Donald Trump durante a campanha presidencial de 2016

Não sei quais as armas que serão usadas na Terceira Guerra Mundial, mas na Quarta Guerra Mundial serão usadas pedras e paus.

Atribuída a Albert Einstein (1879-1955)

Pôster de propaganda mostrando santo guerreiro da Revolução Russa vencendo o dragão do mal capitalista

    Prezados leitores, bem sei que no momento atual a ordem do dia é cada um decidir de que lado está: ao lado da Marielle Franco, vereadora assassinada no Rio de Janeiro, ou do coronel da Polícia Militar, Washington Lee Abe, que denunciou o fato de uma crítica feroz da atuação da PM nas favelas cariocas ter sido colocada como mártir quando há inúmeros policiais que morrem em ação. Meu único comentário a esse respeito é que a morte de Marielle teve o efeito positivo de ofuscar totalmente a greve dos juízes que correu no dia seguinte ao do crime. Infelizmente nossos magistrados não tiveram a atenção que suas causas mereciam.

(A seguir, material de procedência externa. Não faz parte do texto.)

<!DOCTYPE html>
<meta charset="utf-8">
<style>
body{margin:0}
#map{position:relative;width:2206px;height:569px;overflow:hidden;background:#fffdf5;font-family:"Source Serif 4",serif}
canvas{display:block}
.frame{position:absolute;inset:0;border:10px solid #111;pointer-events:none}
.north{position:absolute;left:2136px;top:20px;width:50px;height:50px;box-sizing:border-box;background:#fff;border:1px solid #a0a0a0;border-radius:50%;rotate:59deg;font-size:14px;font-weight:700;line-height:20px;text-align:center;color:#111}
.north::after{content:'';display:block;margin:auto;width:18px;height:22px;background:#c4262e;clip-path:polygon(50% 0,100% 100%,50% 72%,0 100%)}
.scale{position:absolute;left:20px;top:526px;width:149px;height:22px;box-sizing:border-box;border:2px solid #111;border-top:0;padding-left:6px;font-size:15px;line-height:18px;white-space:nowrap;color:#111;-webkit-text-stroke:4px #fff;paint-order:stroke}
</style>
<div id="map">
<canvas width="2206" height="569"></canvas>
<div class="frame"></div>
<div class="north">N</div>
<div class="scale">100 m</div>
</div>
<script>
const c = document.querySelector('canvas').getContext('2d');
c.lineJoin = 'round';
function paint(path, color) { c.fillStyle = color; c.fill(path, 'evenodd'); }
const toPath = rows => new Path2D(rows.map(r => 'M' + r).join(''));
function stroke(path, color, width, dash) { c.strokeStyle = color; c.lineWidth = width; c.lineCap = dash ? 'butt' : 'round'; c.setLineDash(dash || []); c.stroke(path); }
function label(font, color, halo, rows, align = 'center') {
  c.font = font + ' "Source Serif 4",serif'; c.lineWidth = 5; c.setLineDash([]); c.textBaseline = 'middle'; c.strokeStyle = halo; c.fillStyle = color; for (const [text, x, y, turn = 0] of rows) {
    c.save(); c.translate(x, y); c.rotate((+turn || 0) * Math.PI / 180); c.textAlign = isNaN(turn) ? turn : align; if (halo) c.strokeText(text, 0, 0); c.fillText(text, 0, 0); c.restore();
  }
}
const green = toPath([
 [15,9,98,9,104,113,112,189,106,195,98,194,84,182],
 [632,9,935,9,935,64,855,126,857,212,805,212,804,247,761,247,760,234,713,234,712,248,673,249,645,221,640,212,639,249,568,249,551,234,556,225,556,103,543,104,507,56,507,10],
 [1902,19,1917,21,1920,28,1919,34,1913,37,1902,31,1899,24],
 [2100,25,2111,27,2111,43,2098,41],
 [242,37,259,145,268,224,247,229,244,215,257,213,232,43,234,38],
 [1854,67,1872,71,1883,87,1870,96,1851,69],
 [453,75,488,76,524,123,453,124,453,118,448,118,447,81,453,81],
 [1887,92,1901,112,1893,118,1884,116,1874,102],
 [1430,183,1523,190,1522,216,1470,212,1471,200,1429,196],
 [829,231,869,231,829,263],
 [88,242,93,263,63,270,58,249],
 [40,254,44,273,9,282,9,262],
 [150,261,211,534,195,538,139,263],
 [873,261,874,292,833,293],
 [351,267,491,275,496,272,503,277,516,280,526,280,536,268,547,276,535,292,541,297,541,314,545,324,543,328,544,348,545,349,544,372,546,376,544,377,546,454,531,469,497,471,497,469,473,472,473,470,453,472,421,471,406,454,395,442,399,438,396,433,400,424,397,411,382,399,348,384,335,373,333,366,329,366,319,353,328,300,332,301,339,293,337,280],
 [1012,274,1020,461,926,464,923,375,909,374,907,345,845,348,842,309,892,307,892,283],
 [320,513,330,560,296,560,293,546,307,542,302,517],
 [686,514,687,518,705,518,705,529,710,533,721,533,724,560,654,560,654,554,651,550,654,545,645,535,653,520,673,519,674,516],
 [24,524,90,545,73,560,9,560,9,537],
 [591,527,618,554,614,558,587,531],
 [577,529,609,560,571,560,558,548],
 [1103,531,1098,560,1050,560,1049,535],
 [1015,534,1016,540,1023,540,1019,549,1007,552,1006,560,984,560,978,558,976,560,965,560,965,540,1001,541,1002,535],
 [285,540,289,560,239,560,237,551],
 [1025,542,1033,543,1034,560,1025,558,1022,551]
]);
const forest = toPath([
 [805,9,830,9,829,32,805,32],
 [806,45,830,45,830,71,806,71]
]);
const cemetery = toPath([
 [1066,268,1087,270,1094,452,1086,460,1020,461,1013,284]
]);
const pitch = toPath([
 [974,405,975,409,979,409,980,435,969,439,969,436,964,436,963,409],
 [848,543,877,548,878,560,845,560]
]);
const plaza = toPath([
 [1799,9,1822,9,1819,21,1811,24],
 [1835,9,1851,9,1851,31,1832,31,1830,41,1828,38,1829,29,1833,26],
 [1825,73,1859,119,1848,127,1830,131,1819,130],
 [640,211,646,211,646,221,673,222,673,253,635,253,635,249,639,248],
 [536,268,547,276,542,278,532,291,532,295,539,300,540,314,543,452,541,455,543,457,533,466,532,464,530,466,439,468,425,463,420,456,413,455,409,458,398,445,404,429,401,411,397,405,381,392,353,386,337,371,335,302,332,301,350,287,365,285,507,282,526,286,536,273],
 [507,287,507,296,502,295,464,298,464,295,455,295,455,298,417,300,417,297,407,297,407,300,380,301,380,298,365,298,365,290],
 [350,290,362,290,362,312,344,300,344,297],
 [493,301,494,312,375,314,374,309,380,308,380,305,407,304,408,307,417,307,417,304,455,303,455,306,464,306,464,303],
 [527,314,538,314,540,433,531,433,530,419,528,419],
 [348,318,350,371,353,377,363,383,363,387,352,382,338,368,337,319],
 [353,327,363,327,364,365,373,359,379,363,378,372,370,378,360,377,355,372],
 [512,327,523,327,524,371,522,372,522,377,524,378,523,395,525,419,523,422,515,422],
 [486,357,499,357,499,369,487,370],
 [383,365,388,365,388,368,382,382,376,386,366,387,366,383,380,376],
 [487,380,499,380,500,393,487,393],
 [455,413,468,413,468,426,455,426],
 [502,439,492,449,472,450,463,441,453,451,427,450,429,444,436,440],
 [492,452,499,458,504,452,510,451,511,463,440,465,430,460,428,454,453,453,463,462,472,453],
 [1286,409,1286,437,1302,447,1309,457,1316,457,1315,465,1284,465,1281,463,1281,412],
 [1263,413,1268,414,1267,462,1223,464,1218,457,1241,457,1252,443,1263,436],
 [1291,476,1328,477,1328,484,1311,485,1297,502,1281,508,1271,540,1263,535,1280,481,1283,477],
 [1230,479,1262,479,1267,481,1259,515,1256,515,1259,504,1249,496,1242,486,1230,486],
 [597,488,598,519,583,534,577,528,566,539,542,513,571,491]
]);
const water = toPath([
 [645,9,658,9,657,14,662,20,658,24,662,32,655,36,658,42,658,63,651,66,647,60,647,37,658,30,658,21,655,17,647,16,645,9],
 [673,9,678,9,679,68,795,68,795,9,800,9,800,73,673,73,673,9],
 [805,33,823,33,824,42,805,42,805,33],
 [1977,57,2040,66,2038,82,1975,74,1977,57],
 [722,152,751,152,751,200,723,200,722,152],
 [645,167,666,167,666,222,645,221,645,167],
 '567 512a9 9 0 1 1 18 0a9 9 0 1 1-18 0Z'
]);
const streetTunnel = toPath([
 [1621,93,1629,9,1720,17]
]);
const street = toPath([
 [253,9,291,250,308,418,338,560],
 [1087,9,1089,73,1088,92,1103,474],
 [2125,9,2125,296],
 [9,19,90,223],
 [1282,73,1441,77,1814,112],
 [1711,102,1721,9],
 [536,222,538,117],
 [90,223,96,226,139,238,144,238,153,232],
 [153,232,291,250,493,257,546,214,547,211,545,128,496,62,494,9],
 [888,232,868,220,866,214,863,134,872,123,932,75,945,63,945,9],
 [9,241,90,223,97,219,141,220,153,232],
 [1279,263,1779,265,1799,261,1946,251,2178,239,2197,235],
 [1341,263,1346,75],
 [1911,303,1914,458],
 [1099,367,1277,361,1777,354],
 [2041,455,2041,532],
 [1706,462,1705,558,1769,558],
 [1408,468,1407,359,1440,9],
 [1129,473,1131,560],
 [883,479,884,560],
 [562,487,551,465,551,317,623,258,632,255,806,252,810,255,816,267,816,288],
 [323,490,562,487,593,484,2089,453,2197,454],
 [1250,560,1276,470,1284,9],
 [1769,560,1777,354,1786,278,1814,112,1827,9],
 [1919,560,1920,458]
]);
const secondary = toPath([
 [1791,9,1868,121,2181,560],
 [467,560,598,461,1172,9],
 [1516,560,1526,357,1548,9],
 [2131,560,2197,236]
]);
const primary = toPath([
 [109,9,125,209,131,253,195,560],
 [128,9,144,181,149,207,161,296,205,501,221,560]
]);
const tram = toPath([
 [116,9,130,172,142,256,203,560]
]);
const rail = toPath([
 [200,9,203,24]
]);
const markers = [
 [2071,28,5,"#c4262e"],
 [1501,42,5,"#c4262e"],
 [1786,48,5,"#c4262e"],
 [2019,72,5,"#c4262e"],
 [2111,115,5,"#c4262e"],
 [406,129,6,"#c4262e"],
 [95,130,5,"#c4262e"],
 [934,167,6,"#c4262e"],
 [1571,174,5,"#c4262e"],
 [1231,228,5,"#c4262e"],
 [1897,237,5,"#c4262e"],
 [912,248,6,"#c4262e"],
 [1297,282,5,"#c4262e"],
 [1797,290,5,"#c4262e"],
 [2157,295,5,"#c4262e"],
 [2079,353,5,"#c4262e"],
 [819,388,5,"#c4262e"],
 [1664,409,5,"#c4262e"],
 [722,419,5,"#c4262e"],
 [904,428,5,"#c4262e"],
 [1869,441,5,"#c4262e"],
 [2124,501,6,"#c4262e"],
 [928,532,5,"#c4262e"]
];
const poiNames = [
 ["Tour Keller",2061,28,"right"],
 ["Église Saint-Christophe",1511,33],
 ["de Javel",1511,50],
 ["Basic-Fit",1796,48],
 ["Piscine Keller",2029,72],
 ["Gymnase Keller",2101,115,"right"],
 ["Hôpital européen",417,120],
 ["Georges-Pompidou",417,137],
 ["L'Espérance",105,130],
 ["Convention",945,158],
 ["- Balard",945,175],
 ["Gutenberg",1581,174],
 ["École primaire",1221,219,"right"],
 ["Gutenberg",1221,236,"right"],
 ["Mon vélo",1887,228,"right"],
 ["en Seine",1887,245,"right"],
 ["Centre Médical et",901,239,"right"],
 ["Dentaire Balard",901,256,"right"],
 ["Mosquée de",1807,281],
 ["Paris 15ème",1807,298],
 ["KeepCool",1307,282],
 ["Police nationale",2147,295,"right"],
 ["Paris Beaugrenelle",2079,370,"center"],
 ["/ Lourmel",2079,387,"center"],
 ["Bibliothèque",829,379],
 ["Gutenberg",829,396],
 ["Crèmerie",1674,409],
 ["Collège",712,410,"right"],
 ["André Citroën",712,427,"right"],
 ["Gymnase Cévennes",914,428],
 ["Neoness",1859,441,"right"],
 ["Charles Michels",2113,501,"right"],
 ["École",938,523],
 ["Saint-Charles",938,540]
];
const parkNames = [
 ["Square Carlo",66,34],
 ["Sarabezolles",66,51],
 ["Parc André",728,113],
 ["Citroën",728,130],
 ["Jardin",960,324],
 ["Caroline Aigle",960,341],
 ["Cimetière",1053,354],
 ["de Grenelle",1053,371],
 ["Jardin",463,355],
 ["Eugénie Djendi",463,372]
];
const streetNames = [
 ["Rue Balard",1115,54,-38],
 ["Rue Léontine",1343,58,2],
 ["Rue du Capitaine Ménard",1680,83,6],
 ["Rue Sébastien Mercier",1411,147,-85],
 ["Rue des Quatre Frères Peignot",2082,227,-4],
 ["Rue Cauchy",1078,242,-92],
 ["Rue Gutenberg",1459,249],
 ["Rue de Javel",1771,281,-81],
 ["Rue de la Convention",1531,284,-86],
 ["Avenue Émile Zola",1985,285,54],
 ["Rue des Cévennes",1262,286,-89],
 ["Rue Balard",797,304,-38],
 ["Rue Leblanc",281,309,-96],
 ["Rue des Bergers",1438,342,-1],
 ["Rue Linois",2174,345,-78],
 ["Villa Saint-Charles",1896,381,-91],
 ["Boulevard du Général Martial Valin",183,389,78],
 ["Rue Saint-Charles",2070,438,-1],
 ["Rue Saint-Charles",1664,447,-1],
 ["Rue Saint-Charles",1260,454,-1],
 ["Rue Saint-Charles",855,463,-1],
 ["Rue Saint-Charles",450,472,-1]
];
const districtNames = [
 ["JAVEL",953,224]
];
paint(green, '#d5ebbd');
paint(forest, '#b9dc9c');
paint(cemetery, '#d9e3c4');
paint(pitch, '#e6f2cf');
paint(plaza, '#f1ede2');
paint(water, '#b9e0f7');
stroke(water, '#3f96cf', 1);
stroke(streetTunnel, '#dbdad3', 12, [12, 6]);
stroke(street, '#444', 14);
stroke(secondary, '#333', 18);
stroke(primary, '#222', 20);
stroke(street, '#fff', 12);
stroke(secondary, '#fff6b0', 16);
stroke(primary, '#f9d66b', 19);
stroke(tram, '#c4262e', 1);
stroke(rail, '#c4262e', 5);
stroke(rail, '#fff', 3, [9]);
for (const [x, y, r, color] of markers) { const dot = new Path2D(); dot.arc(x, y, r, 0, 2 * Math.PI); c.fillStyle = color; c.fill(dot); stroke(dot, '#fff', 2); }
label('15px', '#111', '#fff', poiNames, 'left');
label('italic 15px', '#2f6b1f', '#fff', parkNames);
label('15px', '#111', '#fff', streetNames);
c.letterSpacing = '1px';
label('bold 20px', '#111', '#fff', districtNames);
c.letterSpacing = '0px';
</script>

    Deturpando a fala do poeta, eu diria que cessa tudo quanto a antiga musa canta, quando um valor mais alto se alevanta. Em minha modesta opinião, a cena internacional está muito quente para ser negligenciada. A cada dia fica mais claro que o Donald Trump da campanha eleitoral, que propunha uma política externa menos intervencionista do Império Americano, foi fagocitado pelo complexo industrial-militar. A mais recente indicação disso é a demissão do Secretário de Estado Rex Tillerson, que estava tentando salvar o acordo com o Irã pelo qual a “comunidade internacional” iria retirar as sanções econômicas impostas ao país em troca da permissão de que suas instalações nucleares fossem inspecionadas. O objetivo seria impedir que os iranianos adquiram expertise para fazer uma bomba atômica.

    O provável substituto a ser sabatinado pelo Congresso americano é Mike Pompeo, que já se manifestou ser totalmente contra o acordo nuclear com o Irã e considera que os Estados Unidos têm o direito de intervir militarmente no país mesmo que o Conselho de Segurança da ONU não dê o aval. Quanto às conversas vindouras com Kim Jong-Un, a ideia não é negociar de verdade, o que implicaria ceder em alguns pontos. A ideia é comunicar ao líder da Coreia do Norte aquilo que os Estados Unidos esperam dele e se ele não aceitar, bem, também poderá haver ações militares para dobrar a espinha de mais um membro do grupo do eixo do Mal. Kim Jong-Um não pode esperar conseguir uma garantia de que não será atacado, mesmo tenho mostrado sua capacidade atômica.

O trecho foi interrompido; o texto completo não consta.